Why interference is an ongoing issue for the BBC

Broadcasting House
The relationship between Broadcasting House and government has not changed. Photograph: Dan Kitwood/Getty Images

Suppose the government had left BBC governance in its old trust mode as the latest royal charter took effect. Then, in this Brexit-ridden, DUP-dependent time, there would have been any number of veiled threats and feelings of collars. Covert bullying as usual.

But the trust went west with this charter. Ofcom got the whole regulatory job. And lo! here’s media secretary Karen Bradley writing to them direct demanding more quotas, more targets, more diversity than the framework agreement with the BBC the supreme regulator negotiated.
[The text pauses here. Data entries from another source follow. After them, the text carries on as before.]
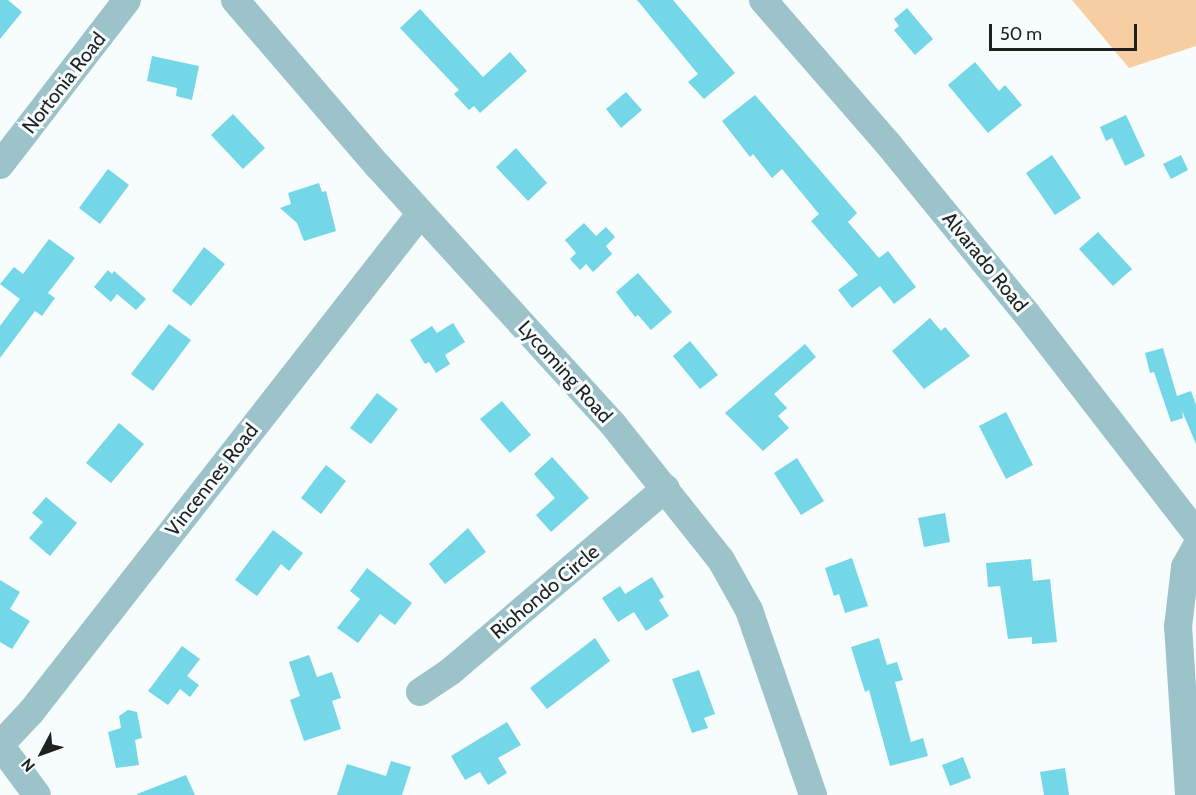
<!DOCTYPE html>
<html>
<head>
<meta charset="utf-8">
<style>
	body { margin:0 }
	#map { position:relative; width:1196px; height:795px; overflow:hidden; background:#f7fcfd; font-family:Cabin,sans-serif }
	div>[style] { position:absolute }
	.green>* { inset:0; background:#f6cea1 }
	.building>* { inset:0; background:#74d7e8 }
	.minor>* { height:28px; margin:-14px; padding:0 14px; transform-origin:14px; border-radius:14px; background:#9cc3ca }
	span { translate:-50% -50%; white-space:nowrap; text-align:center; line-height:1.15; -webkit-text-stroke:6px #f7fcfd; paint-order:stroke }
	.street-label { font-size:20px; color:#1f2121 }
	.north { position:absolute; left:12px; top:723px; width:60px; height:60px; -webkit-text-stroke:4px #f7fcfd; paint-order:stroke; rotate:229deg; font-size:16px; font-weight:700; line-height:24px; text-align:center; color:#1f2121 }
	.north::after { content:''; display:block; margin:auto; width:21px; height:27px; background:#1f2121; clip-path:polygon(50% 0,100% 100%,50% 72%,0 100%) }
	.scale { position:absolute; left:989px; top:24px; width:148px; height:27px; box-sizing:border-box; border:3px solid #1f2121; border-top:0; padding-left:8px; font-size:18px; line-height:21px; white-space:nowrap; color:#1f2121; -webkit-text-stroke:4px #f7fcfd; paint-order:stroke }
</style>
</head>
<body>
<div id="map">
	<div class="green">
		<div style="clip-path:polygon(1072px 0,1196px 0,1196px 46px,1129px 68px)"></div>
	</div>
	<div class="building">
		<div style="clip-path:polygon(0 0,8px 0,22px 12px,0 39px)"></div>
		<div style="clip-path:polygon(637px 0,673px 0,735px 73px,704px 99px,688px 82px,698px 74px)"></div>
		<div style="clip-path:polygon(907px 8px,933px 39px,915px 55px,894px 30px,899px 26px,894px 19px)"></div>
		<div style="clip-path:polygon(420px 9px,483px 77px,510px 52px,527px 71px,480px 113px,474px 106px,469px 110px,454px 94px,459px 90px,400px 28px)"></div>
		<div style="clip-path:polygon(152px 56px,199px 66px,192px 100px,176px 96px,177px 88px,147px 81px)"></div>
		<div style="clip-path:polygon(975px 62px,999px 91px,1005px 85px,1022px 105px,988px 133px,948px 85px)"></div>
		<div style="clip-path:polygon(626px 92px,642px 110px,621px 128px,606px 109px)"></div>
		<div style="clip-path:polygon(755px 95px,857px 213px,848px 222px,879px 258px,888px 251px,916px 287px,894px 304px,880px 286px,852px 308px,838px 290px,858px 275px,811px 221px,819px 214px,782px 169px,772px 178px,753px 154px,750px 157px,722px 121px)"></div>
		<div style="clip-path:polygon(233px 114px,265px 148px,243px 169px,211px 135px)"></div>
		<div style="clip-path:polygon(1126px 115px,1145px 156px,1125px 166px,1112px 138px,1106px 141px,1100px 127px)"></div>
		<div style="clip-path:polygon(516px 148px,547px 183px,528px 201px,496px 167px)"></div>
		<div style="clip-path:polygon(1052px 155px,1081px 198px,1055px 215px,1026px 173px)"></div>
		<div style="clip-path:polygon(1181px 155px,1188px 170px,1171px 179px,1163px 164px)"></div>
		<div style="clip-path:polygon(108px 169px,129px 185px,100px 224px,79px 208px)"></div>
		<div style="clip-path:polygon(319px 183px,322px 192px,326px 191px,336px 231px,304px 241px,297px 223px,280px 208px,291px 204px,288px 193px)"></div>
		<div style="clip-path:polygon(584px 223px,596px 236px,606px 227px,615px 237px,606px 246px,612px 254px,593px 272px,586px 264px,580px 270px,570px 259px,576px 253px,565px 240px)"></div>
		<div style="clip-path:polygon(1098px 232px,1132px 269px,1113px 286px,1079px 249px)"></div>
		<div style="clip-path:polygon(49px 239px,75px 258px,48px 293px,55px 298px,42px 316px,35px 311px,0 358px,0 326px,20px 299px,0 284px,14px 267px,23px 274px)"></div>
		<div style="clip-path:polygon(204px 247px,225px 264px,191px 306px,172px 291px)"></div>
		<div style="clip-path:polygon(108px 270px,112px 274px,114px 271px,146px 299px,136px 310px,117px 294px,111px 302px,94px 287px)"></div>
		<div style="clip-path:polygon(638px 273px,672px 312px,651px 330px,638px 315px,635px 317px,616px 292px)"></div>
		<div style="clip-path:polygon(930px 318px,941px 331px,945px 327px,970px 356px,924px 389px,892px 351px)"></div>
		<div style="clip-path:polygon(453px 323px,465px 342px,445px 355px,450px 364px,436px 373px,429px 362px,425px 364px,410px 340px,432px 326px,437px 333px)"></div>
		<div style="clip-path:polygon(169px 324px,191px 340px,153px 391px,131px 374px)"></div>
		<div style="clip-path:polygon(690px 341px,718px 375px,700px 389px,673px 356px)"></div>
		<div style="clip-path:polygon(805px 344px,816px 357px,774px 394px,787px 408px,778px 416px,789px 428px,763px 451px,725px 413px)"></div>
		<div style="clip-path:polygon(1163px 348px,1177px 396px,1191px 391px,1196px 405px,1196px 444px,1182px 411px,1183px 418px,1171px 422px,1154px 372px,1150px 373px,1145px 353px)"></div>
		<div style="clip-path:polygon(377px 393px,398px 409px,371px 444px,350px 428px)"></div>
		<div style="clip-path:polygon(502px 401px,531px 435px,510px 453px,480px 419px)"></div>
		<div style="clip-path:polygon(1006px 412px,1033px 465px,1006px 479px,979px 426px)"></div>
		<div style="clip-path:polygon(119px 423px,144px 444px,111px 483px,86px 463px)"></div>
		<div style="clip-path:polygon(552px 457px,589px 498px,551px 532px,536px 515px,555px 498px,534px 474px)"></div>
		<div style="clip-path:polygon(797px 458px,824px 501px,801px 515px,774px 473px)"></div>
		<div style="clip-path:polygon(326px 465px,346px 481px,321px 514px,301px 498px)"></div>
		<div style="clip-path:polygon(46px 497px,77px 523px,50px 556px,29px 538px,43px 522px,32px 513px)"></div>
		<div style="clip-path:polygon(945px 513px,950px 542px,924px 547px,918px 518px)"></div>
		<div style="clip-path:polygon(468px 528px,486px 552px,445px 584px,429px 564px)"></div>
		<div style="clip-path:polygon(273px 530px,303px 553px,289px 571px,281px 564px,257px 596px,235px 580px)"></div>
		<div style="clip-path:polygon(852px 558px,868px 606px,845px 613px,839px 594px,834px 596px,825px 568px)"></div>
		<div style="clip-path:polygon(1031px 559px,1033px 581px,1050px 579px,1057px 642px,1032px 644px,1032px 637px,1008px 639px,1000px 586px,988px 587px,986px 563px)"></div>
		<div style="clip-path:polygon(367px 568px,412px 603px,395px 625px,380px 614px,358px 643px,337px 628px,360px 599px,350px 591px)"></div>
		<div style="clip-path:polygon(652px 577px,664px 597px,659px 600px,669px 616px,646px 631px,634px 612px,618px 622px,602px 598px,620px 586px,625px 594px)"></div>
		<div style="clip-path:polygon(0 580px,20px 592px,10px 609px,30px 621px,12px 649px,0 642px)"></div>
		<div style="clip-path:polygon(595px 638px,610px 661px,547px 709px,530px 688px)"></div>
		<div style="clip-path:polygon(879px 638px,887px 665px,897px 662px,903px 680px,895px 682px,911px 742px,923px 738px,928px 756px,890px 766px,869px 690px,865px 692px,851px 647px)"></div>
		<div style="clip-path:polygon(182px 646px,200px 659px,187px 676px,199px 685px,190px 697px,180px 689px,168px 705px,148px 691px)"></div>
		<div style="clip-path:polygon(309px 655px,317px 677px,332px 672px,341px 698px,332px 701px,341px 729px,304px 741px,290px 700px,300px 696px,289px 662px)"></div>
		<div style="clip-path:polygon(699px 670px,715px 714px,704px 718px,708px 728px,692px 733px,672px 679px)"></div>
		<div style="clip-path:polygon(128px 710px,137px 712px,142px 738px,135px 740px,139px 765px,116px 768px,108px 732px,121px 728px,119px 716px)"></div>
		<div style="clip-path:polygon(507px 722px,521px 745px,498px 758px,507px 773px,488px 785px,480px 772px,465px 780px,451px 756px)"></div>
		<div style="clip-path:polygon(963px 757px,971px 778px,950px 786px,942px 765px)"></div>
		<div style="clip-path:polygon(391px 761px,411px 767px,402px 795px,337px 795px,347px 764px,386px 776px)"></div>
		<div style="clip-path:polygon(1065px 768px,1069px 795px,1044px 795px,1040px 772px)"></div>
		<div style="clip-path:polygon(186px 775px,195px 795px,138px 795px,137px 794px)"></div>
	</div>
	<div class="minor">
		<div style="left:235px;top:0;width:219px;rotate:49.3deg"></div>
		<div style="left:378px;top:166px;width:348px;rotate:47.7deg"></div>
		<div style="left:612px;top:423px;width:175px;rotate:51.5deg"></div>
		<div style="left:721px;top:560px;width:57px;rotate:60.8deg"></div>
		<div style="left:749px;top:610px;width:196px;rotate:70.9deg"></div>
		<div style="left:763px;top:0;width:192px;rotate:49deg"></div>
		<div style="left:889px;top:145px;width:218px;rotate:50.8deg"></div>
		<div style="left:1027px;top:314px;width:277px;rotate:52.3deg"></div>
		<div style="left:0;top:165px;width:208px;rotate:-52.4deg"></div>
		<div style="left:420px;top:692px;width:37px;rotate:-34deg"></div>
		<div style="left:451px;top:671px;width:282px;rotate:-40.4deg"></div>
		<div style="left:0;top:745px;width:45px;rotate:-46.8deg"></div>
		<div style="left:31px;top:712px;width:633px;rotate:-51.99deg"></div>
		<div style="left:0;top:745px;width:62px;rotate:53.5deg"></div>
		<div style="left:1189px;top:795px;width:168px;rotate:-93.7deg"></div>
		<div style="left:1178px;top:627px;width:60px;rotate:-83.3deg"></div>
		<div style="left:1185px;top:567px;width:23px;rotate:-61deg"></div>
	</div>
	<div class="street-label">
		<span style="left:64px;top:83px;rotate:-52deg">Nortonia Road</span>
		<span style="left:985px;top:262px;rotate:51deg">Alvarado Road</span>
		<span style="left:565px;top:372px;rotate:48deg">Lycoming Road</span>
		<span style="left:212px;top:480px;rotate:-52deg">Vincennes Road</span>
		<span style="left:545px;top:592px;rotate:-40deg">Riohondo Circle</span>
	</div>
	<div class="north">N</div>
	<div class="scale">50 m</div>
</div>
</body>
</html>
Where’s the “new vision” that seeks more distinctiveness and collaboration? she asks, in page after page of “yes, Minister” prose.

But brother, there is no new vision. Just the same old Whitehall game of trying to make life miserable in Broadcasting House, now destined for a new playing field.

Mail TV head to head with Fox?

Daily Mail TV, launching next month, says it has 200 reporters seeking out “the best exclusive stories and videos to share … across the US”. Very ambitious, with Mail Online editor Martin Clarke on video praising his team’s sterling work in securing pictures of Kim Kardashian in a bikini, “lumps”, “bumps” and all. But where does this leave your actual Daily Mail, the stick of rock with Dacre written through it? How about a double whammy: real alt-Mail TV, the lump that bumps Fox News into oblivion?